Charter schools, a number of which have large waiting lists of students seeking admission, gain additional funding with each pupil enrolled but would not have to provide virtual students with a bricks-and-mortar classroom.
Several charter schools sought board permission to start virtual schooling last year but were turned down, partly due to the lack of an official board policy.
The concept is quickly catching on nationwide. Among its key advantages is that students can work at a more individualized pace, Shon said.
But board members deferred action on the proposed policy after raising concerns over the social impact on children, educational efficacy, whether such learning is right for very young students, and its untested nature.
Only one Hawaii school currently has explicit permission to offer virtual schooling, the 880-student Myron B. Thompson Academy based in Kakaako, which was chartered on the concept.

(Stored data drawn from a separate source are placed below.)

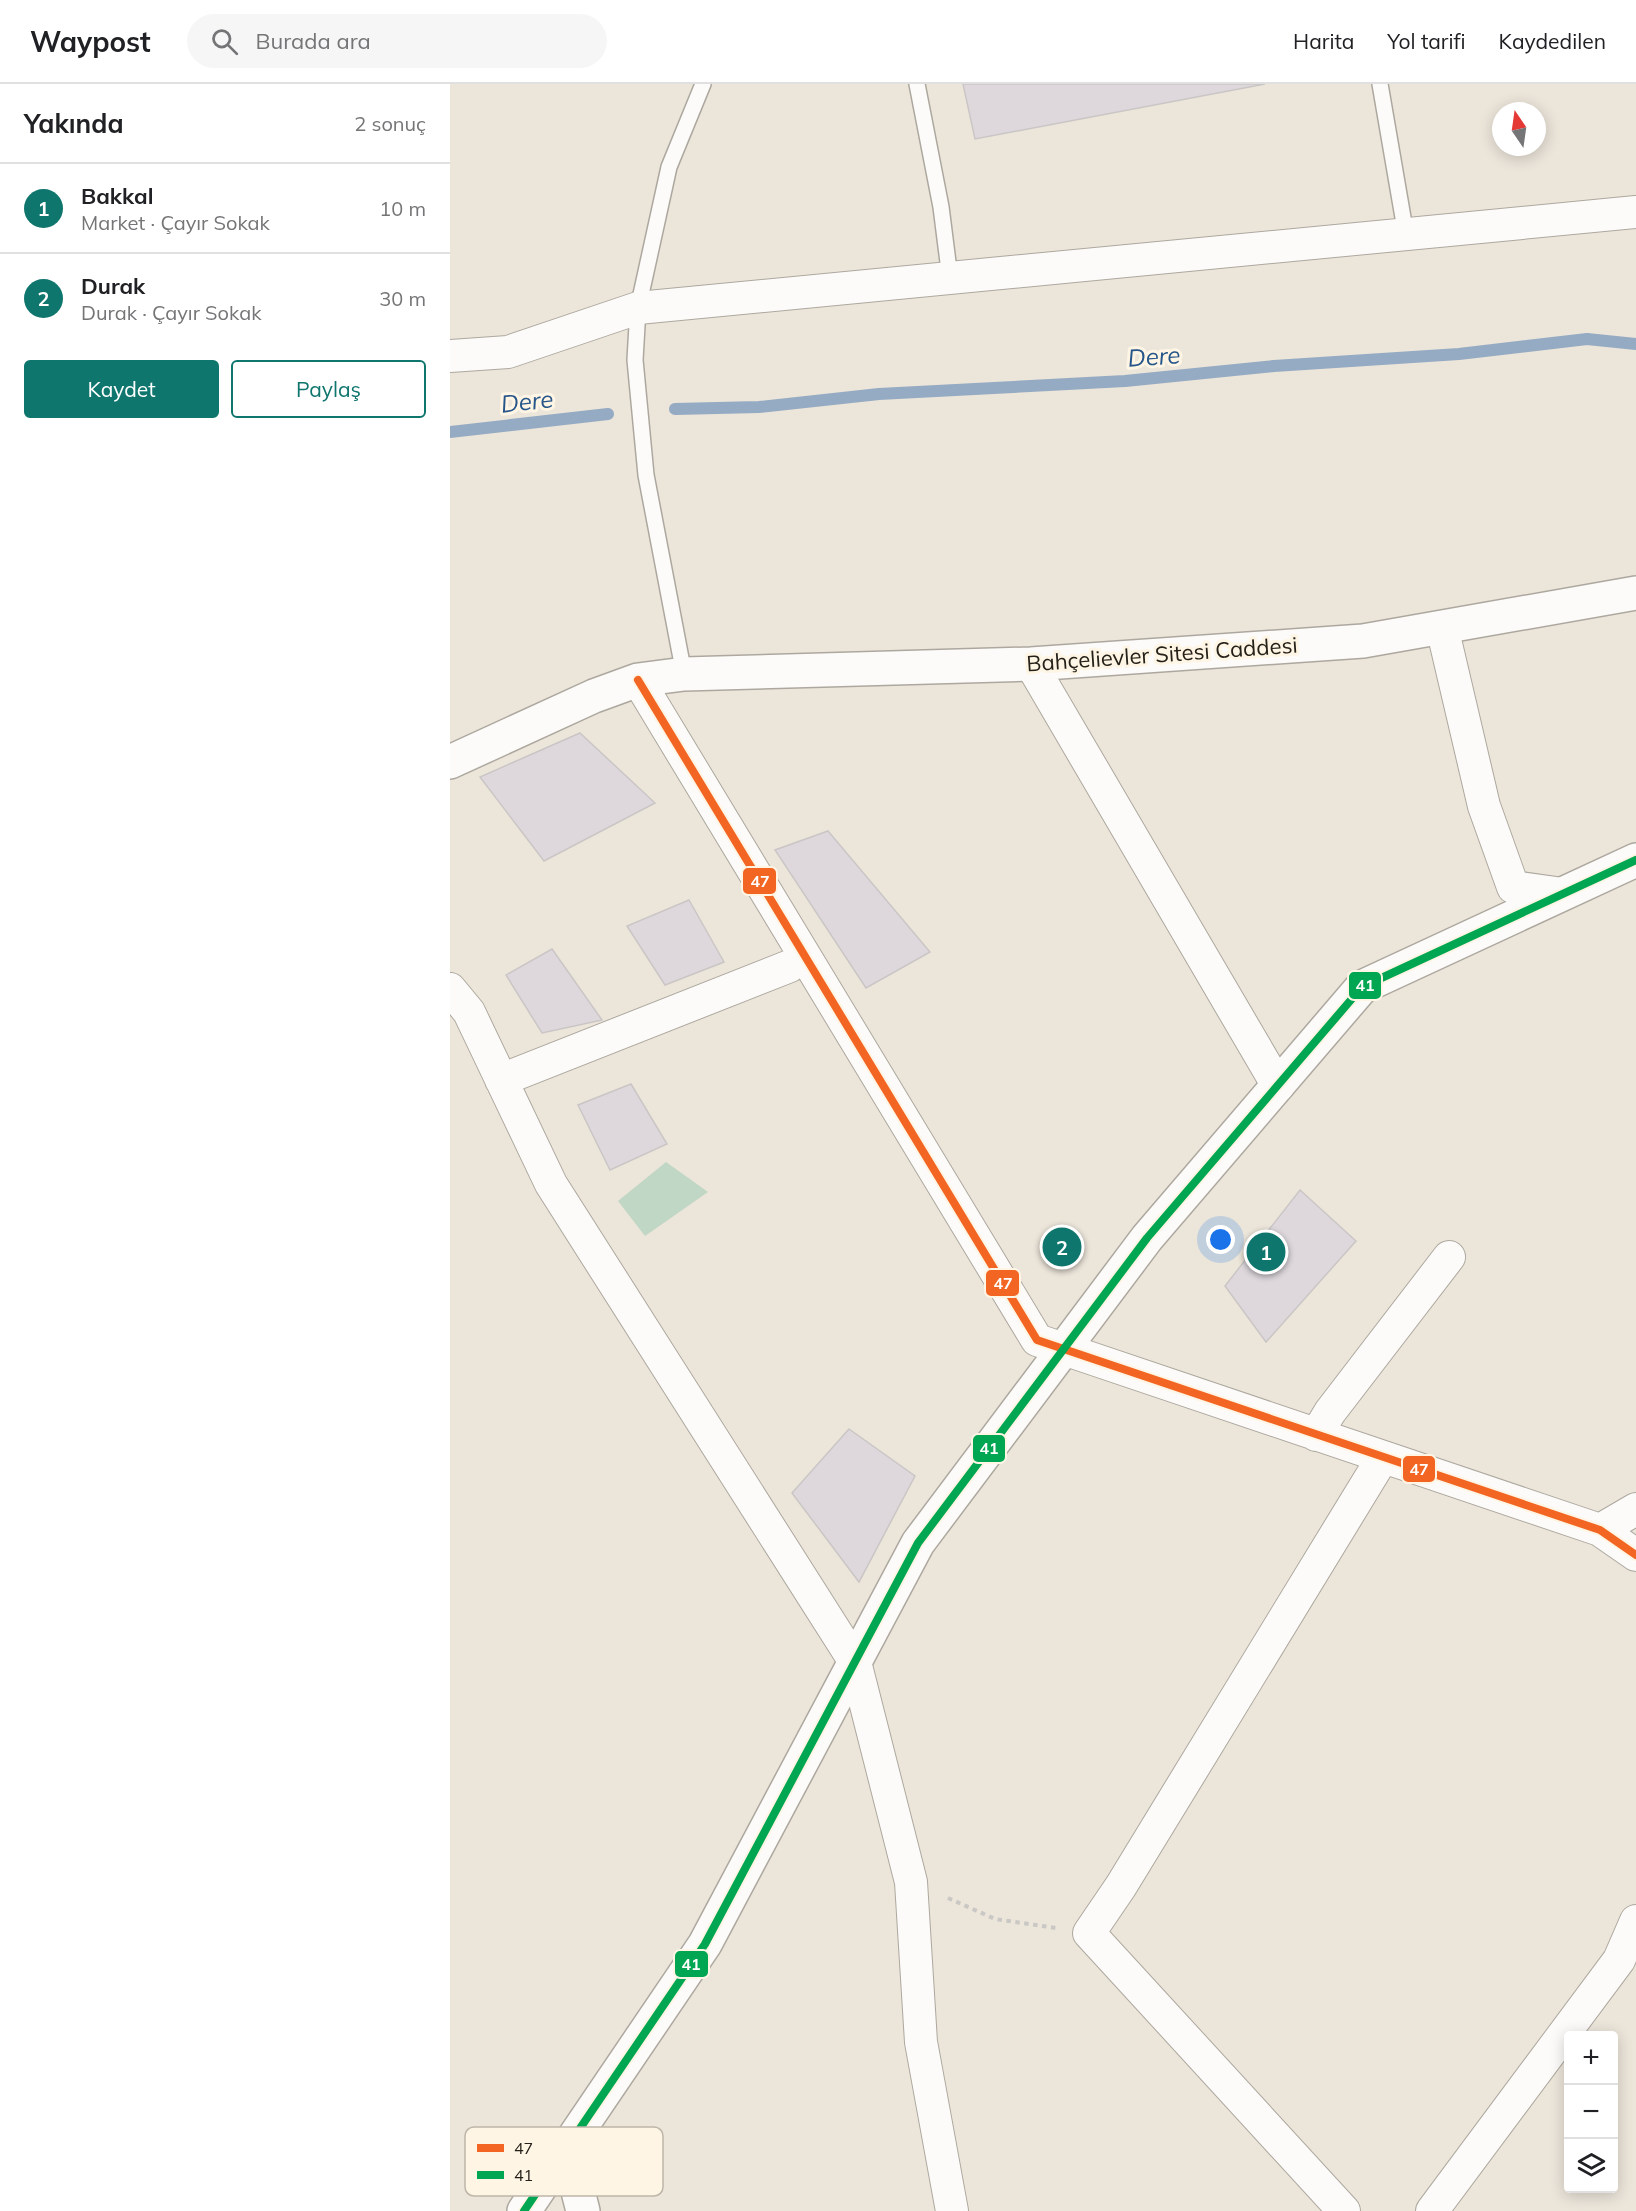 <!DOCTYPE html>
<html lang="tr">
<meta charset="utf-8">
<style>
body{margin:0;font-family:Mulish,sans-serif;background:#f6f6f6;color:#202124}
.controls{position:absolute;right:18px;bottom:18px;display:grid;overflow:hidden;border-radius:6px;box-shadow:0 3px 15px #0003}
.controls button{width:54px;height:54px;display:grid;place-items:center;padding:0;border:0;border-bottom:2px solid #e0e0e0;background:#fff;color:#202124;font:30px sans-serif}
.compass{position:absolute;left:1042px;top:18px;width:54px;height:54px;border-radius:50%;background:#fff;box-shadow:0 3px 15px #0003;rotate:347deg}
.you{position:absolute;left:771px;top:1156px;width:21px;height:21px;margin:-15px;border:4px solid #fff;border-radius:50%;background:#1a73e8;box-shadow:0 0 0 9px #1a73e833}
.badge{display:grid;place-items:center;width:39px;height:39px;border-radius:50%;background:#0f766e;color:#fff;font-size:20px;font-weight:700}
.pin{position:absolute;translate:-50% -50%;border:3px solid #fff;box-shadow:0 2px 6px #0006}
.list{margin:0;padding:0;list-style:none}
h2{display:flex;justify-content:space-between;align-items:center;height:78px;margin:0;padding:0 24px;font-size:26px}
h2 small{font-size:20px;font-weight:400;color:#757577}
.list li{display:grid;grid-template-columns:39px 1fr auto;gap:18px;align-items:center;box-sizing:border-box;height:90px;padding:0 24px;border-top:2px solid #e0e0e0}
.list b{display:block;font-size:22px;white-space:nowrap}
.list p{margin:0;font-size:20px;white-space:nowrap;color:#757577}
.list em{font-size:20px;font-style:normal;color:#757577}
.actions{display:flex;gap:12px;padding:18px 24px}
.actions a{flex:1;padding:14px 0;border:2px solid #0f766e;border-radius:6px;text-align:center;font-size:21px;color:#0f766e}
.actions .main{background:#0f766e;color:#fff}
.icon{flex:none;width:33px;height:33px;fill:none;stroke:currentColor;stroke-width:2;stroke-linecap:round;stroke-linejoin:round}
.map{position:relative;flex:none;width:1186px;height:2127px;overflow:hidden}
header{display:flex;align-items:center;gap:36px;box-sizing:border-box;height:84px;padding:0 30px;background:#fff;border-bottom:2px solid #e0e0e0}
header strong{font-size:28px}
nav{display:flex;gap:33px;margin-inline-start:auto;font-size:21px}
.search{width:420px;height:54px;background:#f6f6f6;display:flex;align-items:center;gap:15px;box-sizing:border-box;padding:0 21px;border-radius:33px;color:#757577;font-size:22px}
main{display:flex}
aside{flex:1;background:#fff}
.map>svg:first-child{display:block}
.green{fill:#c1d7c5}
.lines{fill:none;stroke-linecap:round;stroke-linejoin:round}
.stream{stroke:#95abc3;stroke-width:12}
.building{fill:#ded8dd;stroke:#cac6c5;stroke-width:1.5}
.lane-casing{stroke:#ada89f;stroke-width:18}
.street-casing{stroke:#ada89f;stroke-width:34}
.secondary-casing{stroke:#ada89f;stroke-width:36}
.path{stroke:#cac8c4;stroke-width:4;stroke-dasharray:4.5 4.5;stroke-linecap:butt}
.lane{stroke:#fcfbf9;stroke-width:15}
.street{stroke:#fcfbf9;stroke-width:32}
.secondary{stroke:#fcfbf9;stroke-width:33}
.bus-1-casing{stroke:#fef5e5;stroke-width:12}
.bus-2-casing{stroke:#fef5e5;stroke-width:12}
.bus-1{stroke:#f26522;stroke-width:8}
.bus-2{stroke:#00a651;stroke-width:8}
.labels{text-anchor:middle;stroke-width:6;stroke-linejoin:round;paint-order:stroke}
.street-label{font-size:22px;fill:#252119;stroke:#fef5e5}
.water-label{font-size:24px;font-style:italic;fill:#255589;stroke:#fef5e5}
.key{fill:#fef5e5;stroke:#bdb5a8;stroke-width:1.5}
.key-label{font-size:16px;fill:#252119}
.line-badge{stroke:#fef5e5;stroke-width:2}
.badge-label{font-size:16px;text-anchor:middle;font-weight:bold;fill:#fff}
</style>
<header>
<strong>Waypost</strong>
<div class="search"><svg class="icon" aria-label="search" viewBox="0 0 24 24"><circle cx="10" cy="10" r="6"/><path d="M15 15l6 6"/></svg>Burada ara</div>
<nav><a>Harita</a><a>Yol tarifi</a><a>Kaydedilen</a></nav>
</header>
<main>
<aside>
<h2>Yakında<small>2 sonuç</small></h2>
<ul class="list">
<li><span class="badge">1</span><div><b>Bakkal</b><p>Market · Çayır Sokak</p></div><em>10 m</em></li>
<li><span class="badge">2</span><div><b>Durak</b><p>Durak · Çayır Sokak</p></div><em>30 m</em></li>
</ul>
<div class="actions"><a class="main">Kaydet</a><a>Paylaş</a></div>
</aside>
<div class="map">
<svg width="1186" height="2127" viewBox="0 0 1186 2127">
<rect width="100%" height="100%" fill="#ece5da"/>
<!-- green -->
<path class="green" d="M216,1078L258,1108L195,1152L168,1117Z"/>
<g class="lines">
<!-- stream -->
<path class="stream" d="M225,325L309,323L429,310L675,297L824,282L1009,270L1137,255L1186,260
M0,348L158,330"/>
</g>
<!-- building -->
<path class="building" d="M513,0H815L525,55Z
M130,649L205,719L94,777L30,693Z
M378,747L480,868L416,904L325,766Z
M239,816L274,878L215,901L177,842Z
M102,865L152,936L92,949L56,891Z
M181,1000L217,1060L160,1086L128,1021Z
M850,1106L906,1157L816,1258L775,1202Z
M399,1345L465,1392L409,1498L342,1409Z"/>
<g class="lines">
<!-- lane casing -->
<g class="lane-casing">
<path id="lane" d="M467,0L491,123L500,194
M930,0L956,151
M234,590L196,391L185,276L188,224L219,83L253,0"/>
</g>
<!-- street casing -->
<g class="street-casing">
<path id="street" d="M0,272L58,268L188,224L1186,128
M992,543L1034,722L1063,803L1113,810
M581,580L828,1002
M188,596L587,1256L1150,1446L1186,1471
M0,905L19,928L101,1100L405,1578L461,1798L471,1958L502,2127
M51,996L340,882
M866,1351L880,1328L999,1173
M1150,1446L1186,1425
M894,2127L639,1849L671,1802L933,1373
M982,2127L1169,1876L1186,1837"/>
</g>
<!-- secondary casing -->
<g class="secondary-casing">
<path id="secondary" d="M0,678L144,612L188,596L234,590L581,580L913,557L1186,509
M117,2064L133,2127
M74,2127L255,1860L468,1459L697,1154L912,903L1186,776"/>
</g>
<!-- path -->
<path class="path" d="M498,1814L545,1835L606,1844"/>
<!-- lane -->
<use href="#lane" class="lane"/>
<!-- street -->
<use href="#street" class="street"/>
<!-- secondary -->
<use href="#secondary" class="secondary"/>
<!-- bus-1 casing -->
<g class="bus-1-casing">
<path id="bus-1" d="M188,596L587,1256L1150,1446L1186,1471"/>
</g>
<!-- bus-2 casing -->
<g class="bus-2-casing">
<path id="bus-2" d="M74,2127L255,1860L468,1459L697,1154L912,903L1186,776"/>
</g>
<!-- bus-1 -->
<use href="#bus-1" class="bus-1"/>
<!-- bus-2 -->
<use href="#bus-2" class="bus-2"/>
</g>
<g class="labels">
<!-- street labels -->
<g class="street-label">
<text transform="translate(712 570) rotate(-4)" y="8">Bahçelievler Sitesi Caddesi</text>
</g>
<!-- water labels -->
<g class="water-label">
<text transform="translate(704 273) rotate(-4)" y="8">Dere</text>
<text transform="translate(77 318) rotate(-6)" y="8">Dere</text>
</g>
</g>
<!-- legend -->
<rect x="15" y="2043" width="198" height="69" rx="9" class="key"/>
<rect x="27" y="2060" width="27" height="8" fill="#f26522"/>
<rect x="27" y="2087" width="27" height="8" fill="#00a651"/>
<g class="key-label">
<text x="64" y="2070">47</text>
<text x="64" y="2097">41</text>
</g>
<g class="line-badge">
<rect x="292" y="783" width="35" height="28" rx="6" fill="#f26522"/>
<rect x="898" y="887" width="34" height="29" rx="6" fill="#00a651"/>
<rect x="535" y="1185" width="35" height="28" rx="6" fill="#f26522"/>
<rect x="522" y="1350" width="34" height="29" rx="6" fill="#00a651"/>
<rect x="952" y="1371" width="34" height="28" rx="6" fill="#f26522"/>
<rect x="224" y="1866" width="35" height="28" rx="6" fill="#00a651"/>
</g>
<g class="badge-label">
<text x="310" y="803">47</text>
<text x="915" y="907">41</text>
<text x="553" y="1205">47</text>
<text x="539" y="1370">41</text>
<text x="969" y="1391">47</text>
<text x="241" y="1886">41</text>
</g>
</svg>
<div class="controls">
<button>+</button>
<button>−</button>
<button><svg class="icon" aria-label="layers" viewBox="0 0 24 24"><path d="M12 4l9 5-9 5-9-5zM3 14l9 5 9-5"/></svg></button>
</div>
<svg class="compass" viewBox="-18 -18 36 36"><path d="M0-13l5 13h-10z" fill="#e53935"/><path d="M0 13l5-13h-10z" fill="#757577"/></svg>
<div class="you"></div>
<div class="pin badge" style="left:816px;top:1168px">1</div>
<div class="pin badge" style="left:612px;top:1163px">2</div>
</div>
</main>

This amounts to a "monopoly," said Susan Osborne, principal of the Big Island's Kua O Ka La charter school.
The Pahoa school was among those seeking approval last year, arguing that some of its 55 students commute long distances to attend, and others come from poor backgrounds and need the flexibility of virtual learning to hold down jobs.
Osborne notes that the U.S. Department of Education advocates greater use of online education and the technological expertise it fosters.
"I wish there was a little more awareness from our state board on what's going on nationally. Do we want to compete in a globalized world or have everything be outsourced?" she asked.